San'ao decoction (SAD), a traditional Chinese prescription, is well-known in asthma treatment. In the current study, the protective role of SAD and its mechanism in aggravated asthma mice model via regulation of TRP channel were evaluated and explored.

UPLC-QTOF-MS was used for analyzing the chemicals in SAD. The major chemical components in SAD were separated and detected under an optimized chromatographic and MS condition. 75 BALB/c mice were randomly divided into five groups: normal group, model group, dexamethasone group (0.75 mg kg-1), SAD-high dose group (1.8 g kg-1) and SAD-low dose group (0.9 g kg-1). A 42 days aggravated asthmatic model was established in mice induced by ovalbumin (OVA) plus PM2.5 (1.6 mg kg-1). After treated with corresponding medicine, peripheral blood and bronchoalveolar lavage fluid (BALF) from each group were assessed, airway responsiveness was determined, histopathological changes in lungs were detected, relevant cytokines and neurokines levels were measured, TRPA1 and TRPV1 mRNA and protein expressions in lung tissues were examined as well.

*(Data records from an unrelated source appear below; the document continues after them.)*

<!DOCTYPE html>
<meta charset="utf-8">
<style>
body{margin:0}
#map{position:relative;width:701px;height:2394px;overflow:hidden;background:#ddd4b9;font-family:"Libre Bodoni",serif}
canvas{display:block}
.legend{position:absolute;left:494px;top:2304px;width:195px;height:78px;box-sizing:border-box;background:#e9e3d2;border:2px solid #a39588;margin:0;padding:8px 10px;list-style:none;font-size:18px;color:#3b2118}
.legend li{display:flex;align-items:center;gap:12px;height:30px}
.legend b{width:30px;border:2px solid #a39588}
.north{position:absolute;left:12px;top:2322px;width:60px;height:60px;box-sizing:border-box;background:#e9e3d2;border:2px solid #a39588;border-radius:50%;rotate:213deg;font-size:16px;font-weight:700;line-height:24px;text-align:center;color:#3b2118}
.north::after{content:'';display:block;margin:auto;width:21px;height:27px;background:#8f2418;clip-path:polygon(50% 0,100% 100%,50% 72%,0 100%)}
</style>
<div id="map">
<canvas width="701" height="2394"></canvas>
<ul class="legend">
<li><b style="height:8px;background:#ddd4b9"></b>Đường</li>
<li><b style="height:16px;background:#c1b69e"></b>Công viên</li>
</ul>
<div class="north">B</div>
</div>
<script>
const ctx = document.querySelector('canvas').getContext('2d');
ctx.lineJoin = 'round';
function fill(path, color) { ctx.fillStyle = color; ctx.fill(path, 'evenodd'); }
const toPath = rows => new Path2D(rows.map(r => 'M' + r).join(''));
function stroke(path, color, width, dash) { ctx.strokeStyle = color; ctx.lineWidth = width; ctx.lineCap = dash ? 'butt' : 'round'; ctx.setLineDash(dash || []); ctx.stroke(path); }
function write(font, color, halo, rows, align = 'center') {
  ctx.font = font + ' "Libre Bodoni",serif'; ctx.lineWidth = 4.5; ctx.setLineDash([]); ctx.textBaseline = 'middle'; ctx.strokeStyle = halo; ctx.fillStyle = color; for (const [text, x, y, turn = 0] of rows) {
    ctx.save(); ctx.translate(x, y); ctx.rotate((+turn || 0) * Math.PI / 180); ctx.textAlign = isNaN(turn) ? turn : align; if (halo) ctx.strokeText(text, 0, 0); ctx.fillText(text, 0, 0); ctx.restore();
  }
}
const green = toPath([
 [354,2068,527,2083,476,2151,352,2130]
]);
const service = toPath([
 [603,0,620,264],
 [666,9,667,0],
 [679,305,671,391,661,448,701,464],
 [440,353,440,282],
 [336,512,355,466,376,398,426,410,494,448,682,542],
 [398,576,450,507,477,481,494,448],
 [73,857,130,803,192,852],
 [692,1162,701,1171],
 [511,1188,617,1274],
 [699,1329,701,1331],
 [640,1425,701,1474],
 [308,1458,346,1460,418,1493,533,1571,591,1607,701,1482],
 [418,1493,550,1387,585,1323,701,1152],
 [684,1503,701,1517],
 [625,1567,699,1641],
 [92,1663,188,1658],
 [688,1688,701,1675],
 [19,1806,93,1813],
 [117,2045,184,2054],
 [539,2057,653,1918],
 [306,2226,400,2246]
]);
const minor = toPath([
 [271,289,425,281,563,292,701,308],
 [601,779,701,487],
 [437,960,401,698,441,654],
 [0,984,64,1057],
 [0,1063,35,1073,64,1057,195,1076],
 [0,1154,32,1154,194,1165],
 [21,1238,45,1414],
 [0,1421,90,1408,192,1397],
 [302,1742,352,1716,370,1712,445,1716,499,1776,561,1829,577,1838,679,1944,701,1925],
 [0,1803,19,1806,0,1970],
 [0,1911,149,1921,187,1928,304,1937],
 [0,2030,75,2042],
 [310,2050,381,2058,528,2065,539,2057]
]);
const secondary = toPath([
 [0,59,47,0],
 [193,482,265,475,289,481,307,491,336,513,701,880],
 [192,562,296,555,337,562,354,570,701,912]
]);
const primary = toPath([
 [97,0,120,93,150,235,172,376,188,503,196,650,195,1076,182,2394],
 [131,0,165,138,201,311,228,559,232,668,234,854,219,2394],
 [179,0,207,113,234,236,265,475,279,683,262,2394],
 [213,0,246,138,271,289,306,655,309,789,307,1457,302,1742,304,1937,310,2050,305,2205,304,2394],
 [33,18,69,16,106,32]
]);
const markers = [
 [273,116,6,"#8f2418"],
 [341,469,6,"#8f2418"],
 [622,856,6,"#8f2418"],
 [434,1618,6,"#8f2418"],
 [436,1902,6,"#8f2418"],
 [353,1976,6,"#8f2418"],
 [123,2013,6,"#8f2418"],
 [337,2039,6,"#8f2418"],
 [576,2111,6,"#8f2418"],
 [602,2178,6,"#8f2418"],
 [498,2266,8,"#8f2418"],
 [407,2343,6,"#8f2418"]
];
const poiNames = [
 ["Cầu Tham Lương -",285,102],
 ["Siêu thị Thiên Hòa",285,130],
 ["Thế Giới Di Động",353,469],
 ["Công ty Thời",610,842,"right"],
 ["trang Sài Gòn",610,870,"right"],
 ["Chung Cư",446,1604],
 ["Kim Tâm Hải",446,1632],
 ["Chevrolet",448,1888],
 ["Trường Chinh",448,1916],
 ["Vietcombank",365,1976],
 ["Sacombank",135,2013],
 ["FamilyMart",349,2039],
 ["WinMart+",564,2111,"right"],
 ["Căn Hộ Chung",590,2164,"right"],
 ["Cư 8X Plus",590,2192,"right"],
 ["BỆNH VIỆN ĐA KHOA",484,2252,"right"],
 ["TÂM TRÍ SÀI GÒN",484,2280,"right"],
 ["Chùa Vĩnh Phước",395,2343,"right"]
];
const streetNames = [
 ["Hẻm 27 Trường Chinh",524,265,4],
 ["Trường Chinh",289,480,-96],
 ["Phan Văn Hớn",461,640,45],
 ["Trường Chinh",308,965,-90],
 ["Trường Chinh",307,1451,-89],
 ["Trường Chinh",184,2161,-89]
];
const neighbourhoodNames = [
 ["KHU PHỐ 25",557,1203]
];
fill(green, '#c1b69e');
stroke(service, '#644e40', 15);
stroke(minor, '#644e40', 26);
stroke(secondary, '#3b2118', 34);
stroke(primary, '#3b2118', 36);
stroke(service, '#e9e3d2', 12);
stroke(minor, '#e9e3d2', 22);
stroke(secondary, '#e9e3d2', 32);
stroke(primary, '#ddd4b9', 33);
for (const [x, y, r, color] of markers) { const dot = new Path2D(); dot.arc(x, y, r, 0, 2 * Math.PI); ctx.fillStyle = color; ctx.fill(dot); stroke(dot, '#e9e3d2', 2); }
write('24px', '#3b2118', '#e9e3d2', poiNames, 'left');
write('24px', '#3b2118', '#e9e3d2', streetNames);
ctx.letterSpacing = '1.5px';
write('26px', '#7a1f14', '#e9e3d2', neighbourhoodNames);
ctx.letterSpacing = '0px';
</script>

21 signal peaks of the chemicals in SAD were identified with the method of UPLC-QTOF-MS. SAD, especially SAD-high dose exerted significant effects on OVA plus PM2.5 mice model in relieving lung injury score (P < 0.05), reducing eosinophil (EOS) count in blood (P < 0.05) and inflammatory cells ratio in BALF (P < 0.05, P < 0.01), decreasing RI value (P < 0.05) while increasing Cdyn value (P < 0.05), reducing IL-13, PGD2 and NGF levels in BALF (P < 0.01), as well as down-regulating TRPA1 and TRPV1 mRNA and protein expressions in lung tissues (P < 0.05, P < 0.01).

SAD could improve pulmonary functions, relieve lung injury, as well as reduce IL-13, PGD2 and NGF levels of OVA plus PM2.5 aggravated asthma model in mice. The effect and mechanism of SAD might be related to the inhibition of TRPA1 and TRPV1 channels.